FAQ: Antworten auf juristische Fragen bei Stellensuche und Bewerbungen

Ein Interview mit dem Arbeitsrechtler David Gleissner

Im Zusammenhang mit dem Wechsel des Arbeitgebers ergeben sich für Arbeitnehmer gelegentlich auch rechtliche Fragen. Ich selbst bin kein Jurist und kann und darf Ihnen deshalb zu juristischen Themen keine Beratung anbieten. Damit Sie an dieser Stelle dennoch Antworten auf häufige juristische Fragen bei Stellensuche und Bewerbungen bekommen, habe ich diese einmal zusammengestellt und den Rechtsanwalt und Fachanwalt für Arbeitsrecht David Gleissner von der renommierten Kanzlei Lemberg in Hamburg gebeten, sie für die Besucher dieser Website zu beantworten. Herr Gleissner war gerne bereit dazu und so finden Sie nachfolgend in einer kompakten Textversion dieses Interviews viele wichtige juristische Tipps zu diesen Themen:


1. Herr Gleissner, bitte erzählen Sie den Besuchern von richtig-bewerben.net doch zuerst etwas über sich selbst und Ihren beruflichen Hintergrund.

»Ich bin Fachanwalt für Arbeitsrecht. Bereits im Studium habe ich für Hessen Metall und die Vereinigung der hessischen Unternehmerverbände gearbeitet. Im Referendariat blieb ich meinem Metier dann treu und fing nach meinem 2. Staatsexamen bei einer großen Hamburger Insolvenzverwalterkanzlei an. Dort betreute ich das arbeitsrechtliche Dezernat. Seit 2004 bin ich selbstständig und Partner einer alteingesessenen Kanzlei in der Hamburger Altstadt.«

2. Welche Tatsachen darf man in seiner Bewerbung verschweigen bzw. beschönigen?

»Andersherum gefragt: Was hat den Arbeitgeber zu interessieren? An und für sich nur Sachen, die für den Beruf wichtig sind. Das Bundesarbeitsgericht sagt, dass sich ein Arbeitnehmer bei Tatsachen, die einem die Erfüllung der arbeitsvertraglichen Pflichten unmöglich machen oder die für den Arbeitsplatz von ausschlaggebender Bedeutung sind, sogar von sich aus offenbaren muss (BAG 21.02.1991, DB 1991, 1934).
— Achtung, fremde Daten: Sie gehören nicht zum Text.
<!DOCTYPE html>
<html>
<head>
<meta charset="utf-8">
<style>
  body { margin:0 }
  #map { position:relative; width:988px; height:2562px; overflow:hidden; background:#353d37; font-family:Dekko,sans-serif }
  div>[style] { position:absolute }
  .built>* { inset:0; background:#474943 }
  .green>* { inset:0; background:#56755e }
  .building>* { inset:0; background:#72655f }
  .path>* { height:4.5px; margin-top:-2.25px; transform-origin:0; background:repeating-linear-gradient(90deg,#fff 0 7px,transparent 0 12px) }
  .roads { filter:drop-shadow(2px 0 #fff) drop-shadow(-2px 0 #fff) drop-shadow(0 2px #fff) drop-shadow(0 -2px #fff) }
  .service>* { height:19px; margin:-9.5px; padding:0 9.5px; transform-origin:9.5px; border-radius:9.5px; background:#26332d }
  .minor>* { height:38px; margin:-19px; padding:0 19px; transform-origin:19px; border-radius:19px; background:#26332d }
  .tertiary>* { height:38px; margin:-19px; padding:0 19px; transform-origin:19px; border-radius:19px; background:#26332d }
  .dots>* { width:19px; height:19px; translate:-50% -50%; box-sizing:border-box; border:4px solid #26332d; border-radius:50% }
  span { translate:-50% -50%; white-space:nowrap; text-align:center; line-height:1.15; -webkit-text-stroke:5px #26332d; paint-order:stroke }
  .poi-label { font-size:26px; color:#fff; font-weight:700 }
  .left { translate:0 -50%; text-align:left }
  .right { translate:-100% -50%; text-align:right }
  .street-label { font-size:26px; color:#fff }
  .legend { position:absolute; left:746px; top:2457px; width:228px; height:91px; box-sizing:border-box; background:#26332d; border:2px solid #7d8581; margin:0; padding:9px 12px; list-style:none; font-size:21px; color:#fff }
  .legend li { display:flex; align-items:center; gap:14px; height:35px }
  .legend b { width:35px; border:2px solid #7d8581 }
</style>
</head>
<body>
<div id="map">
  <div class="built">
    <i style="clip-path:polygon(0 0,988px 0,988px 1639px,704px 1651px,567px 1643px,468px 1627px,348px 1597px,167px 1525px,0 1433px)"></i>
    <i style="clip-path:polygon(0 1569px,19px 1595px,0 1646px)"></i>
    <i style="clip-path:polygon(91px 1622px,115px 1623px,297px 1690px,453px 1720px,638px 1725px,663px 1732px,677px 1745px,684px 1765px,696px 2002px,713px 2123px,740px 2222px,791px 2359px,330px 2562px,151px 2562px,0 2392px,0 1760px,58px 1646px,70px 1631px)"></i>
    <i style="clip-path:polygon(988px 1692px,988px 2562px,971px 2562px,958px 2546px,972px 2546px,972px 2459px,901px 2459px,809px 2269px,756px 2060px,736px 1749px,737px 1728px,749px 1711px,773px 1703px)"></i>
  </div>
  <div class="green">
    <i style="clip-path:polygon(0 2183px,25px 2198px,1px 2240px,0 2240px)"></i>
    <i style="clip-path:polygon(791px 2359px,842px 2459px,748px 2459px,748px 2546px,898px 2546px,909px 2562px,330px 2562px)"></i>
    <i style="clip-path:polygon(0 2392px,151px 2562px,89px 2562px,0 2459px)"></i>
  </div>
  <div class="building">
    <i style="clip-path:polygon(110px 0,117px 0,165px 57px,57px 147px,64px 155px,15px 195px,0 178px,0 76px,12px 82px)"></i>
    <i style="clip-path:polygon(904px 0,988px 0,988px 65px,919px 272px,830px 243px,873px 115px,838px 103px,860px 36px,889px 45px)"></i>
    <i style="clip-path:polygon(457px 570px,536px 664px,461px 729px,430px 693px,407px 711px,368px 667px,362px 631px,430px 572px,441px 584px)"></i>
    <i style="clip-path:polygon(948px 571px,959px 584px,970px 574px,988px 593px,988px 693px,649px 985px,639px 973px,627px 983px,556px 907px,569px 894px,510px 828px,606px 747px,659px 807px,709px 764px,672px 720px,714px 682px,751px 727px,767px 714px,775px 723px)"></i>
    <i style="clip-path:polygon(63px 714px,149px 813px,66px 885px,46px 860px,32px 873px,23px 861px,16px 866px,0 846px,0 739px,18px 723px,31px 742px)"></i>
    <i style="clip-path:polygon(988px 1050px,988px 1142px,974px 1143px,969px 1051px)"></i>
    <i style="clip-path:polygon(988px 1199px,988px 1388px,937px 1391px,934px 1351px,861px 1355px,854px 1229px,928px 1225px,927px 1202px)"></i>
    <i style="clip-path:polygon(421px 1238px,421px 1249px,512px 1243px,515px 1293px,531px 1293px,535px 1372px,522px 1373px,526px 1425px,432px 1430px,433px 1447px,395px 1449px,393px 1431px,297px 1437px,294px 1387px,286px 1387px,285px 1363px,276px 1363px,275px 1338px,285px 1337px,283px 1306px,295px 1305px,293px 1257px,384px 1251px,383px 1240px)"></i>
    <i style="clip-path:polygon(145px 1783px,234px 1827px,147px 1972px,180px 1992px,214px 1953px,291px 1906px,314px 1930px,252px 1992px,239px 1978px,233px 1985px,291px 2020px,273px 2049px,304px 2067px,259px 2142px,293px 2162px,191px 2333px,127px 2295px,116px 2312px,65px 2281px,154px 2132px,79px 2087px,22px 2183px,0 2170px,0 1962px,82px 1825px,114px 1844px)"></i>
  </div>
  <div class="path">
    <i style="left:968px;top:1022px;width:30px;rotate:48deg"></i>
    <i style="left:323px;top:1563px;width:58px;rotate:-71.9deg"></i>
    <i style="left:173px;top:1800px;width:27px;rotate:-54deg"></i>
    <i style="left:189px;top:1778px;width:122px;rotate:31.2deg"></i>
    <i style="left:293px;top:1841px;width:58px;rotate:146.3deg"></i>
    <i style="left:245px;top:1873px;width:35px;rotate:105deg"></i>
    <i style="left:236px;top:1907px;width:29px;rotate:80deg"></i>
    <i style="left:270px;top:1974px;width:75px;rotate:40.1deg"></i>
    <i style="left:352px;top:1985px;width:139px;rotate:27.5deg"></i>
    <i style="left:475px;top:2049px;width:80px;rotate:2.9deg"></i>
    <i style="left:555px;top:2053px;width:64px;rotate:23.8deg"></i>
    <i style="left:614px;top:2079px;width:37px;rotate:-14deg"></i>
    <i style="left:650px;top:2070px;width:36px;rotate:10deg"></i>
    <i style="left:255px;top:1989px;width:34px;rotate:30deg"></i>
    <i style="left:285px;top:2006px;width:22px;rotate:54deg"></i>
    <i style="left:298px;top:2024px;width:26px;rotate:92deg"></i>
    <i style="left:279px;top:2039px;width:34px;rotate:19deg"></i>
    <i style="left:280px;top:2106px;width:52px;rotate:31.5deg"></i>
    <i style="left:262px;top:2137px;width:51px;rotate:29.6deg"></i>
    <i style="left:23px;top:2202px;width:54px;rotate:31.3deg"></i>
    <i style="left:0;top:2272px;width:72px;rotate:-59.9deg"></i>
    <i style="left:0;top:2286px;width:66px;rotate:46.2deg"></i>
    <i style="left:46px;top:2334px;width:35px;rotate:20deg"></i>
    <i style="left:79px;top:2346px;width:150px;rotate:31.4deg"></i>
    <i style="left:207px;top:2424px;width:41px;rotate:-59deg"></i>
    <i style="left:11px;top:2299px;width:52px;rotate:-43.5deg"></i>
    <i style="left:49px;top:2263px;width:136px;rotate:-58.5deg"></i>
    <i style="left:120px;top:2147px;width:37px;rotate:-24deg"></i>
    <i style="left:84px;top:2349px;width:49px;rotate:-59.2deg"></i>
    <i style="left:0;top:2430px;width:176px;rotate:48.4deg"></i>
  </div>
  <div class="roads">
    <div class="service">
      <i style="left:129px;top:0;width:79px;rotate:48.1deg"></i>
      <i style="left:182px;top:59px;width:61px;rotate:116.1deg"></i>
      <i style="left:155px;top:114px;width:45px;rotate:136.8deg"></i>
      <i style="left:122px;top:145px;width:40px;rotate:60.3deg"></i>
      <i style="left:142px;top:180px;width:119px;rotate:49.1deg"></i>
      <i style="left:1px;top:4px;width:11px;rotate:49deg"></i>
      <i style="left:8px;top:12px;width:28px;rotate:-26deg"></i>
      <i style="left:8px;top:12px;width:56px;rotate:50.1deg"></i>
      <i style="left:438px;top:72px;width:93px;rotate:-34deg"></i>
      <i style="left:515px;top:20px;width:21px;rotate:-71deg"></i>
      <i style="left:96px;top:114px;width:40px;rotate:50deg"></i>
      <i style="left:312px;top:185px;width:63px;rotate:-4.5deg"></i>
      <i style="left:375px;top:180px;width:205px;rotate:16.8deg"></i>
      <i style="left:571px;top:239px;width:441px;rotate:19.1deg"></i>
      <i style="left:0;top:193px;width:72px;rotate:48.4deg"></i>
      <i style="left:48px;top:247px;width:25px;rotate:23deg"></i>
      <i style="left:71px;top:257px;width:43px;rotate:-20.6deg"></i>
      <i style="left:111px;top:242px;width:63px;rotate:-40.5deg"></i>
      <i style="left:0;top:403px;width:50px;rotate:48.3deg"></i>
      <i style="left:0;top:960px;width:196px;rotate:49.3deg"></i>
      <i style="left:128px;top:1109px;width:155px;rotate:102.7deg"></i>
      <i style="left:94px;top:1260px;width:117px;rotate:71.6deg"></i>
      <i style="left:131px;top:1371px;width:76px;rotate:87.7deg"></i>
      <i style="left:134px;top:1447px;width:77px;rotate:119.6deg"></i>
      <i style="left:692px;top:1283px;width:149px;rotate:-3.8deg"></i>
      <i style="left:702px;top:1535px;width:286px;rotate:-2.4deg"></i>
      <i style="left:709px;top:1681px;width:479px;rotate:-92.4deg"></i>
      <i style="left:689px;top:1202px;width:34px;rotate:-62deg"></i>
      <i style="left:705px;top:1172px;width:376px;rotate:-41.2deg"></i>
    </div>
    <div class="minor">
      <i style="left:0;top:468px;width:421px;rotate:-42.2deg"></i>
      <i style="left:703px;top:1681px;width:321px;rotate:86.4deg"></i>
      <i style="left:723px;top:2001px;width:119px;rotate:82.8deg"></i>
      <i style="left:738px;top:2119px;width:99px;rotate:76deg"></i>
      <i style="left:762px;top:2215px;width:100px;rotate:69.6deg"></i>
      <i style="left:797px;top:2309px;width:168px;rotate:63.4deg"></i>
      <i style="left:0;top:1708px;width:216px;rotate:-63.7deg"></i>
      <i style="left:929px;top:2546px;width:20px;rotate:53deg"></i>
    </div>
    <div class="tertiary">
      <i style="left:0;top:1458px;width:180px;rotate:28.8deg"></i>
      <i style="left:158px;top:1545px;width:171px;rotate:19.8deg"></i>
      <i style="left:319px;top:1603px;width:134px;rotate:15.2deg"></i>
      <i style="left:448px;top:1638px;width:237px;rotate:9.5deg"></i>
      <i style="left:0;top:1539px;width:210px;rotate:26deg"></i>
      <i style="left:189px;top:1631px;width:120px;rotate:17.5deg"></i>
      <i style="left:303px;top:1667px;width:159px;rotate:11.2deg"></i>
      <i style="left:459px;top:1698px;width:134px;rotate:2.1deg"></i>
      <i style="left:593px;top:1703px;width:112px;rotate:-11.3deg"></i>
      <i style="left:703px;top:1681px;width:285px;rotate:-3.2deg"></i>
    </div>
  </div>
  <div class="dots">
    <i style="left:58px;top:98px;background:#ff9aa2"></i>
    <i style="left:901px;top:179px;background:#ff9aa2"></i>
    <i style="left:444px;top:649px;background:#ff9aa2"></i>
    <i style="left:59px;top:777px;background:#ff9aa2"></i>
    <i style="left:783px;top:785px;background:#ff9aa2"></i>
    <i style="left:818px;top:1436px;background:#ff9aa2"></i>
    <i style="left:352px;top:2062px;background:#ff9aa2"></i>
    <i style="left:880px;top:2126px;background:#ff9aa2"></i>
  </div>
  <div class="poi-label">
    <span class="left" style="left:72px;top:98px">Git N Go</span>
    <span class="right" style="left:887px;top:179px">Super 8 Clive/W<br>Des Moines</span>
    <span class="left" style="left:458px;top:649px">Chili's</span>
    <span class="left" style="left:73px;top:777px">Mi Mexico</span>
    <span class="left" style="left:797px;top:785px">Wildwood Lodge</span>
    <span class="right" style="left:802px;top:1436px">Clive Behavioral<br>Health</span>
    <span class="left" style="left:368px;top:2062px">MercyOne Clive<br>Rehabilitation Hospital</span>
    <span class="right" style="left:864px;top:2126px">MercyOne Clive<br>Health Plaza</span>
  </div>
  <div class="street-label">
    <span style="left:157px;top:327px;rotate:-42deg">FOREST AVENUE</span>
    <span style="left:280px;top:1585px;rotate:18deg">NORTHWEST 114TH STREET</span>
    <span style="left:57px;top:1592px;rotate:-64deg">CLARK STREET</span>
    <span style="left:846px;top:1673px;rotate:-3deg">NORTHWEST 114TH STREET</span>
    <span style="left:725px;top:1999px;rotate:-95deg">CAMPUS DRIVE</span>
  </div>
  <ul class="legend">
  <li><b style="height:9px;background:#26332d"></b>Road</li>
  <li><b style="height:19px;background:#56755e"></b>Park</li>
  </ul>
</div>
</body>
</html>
Das sind z.B. Wettbewerbsverbote, bevorstehende Haftstrafen (man kann ja dann nicht zum Arbeiten kommen …). Bei Krankheiten, Schwerbehinderungen oder Vorstrafen nur dann, wenn sie einen direkten Bezug zu dem Arbeitsplatz haben. Z.B. Der alkoholabhängige Kraftfahrer, das gehbehinderte Laufstegmodell. Schwangerschaften muss man noch nicht einmal dann offenbaren, wenn man die befristet engagierte Schwangerschaftsvertretung ist.

Beim Fragerecht des Arbeitgebers sieht es ähnlich aus. Es gibt zulässige und unzulässige Fragen. Zum beruflichen Werdegang darf befragt werden. Jeder Arbeitnehmer versucht hier natürlich, sich in ein besonders gutes Licht zu stellen. Beim Beschönigen ist die Grenze zwischen Dichtung und Wahrheit immer etwas fließend. Bei mir als Arbeitsrechtler ist es in Ordnung, wenn ich auf die Frage nach meinem Staatsexamen mein ausgezeichnetes Ergebnis im arbeitsrechtlichen Teil der Prüfung hervorhebe und beim Strafrecht etwas zurückhaltender bin. Hier sind wir bei Auslegungsfragen – hat der einzige Mitarbeiter in einer Abteilung diese geleitet? Hakt der Zuhörer hier nicht nach, so entsteht der Eindruck, der Bewerber hätte Erfahrung in der Anleitung und Führung von Mitarbeitern, was natürlich nicht stimmt. Manch eine Lücke im Lebenslauf wird mit einer „Fortbildung“ kaschiert. Das Zertifikat des Wochenendseminars wird dann natürlich beigefügt. Das in der Hoffnung, dass schon nicht genau nachgeschaut werden wird. Wegen dieser Grauzone entwickeln die Unternehmen immer ausgefeiltere Bewerbungsverfahren, in denen die Bewerber auf Herz und Nieren geprüft werden. Es ist dabei wie beim Medizinertest. Es gibt gute Bewerber, schlechte Bewerber und Bewerber, die sich gut auf den Test vorbereitet haben. Optimale Chancen haben nur die guten Bewerber, die sich auf ein Assessment-Center auch vorbereitet haben.«

3. Darf ich im Bewerbungsgespräch nie lügen oder gibt es da Ausnahmen?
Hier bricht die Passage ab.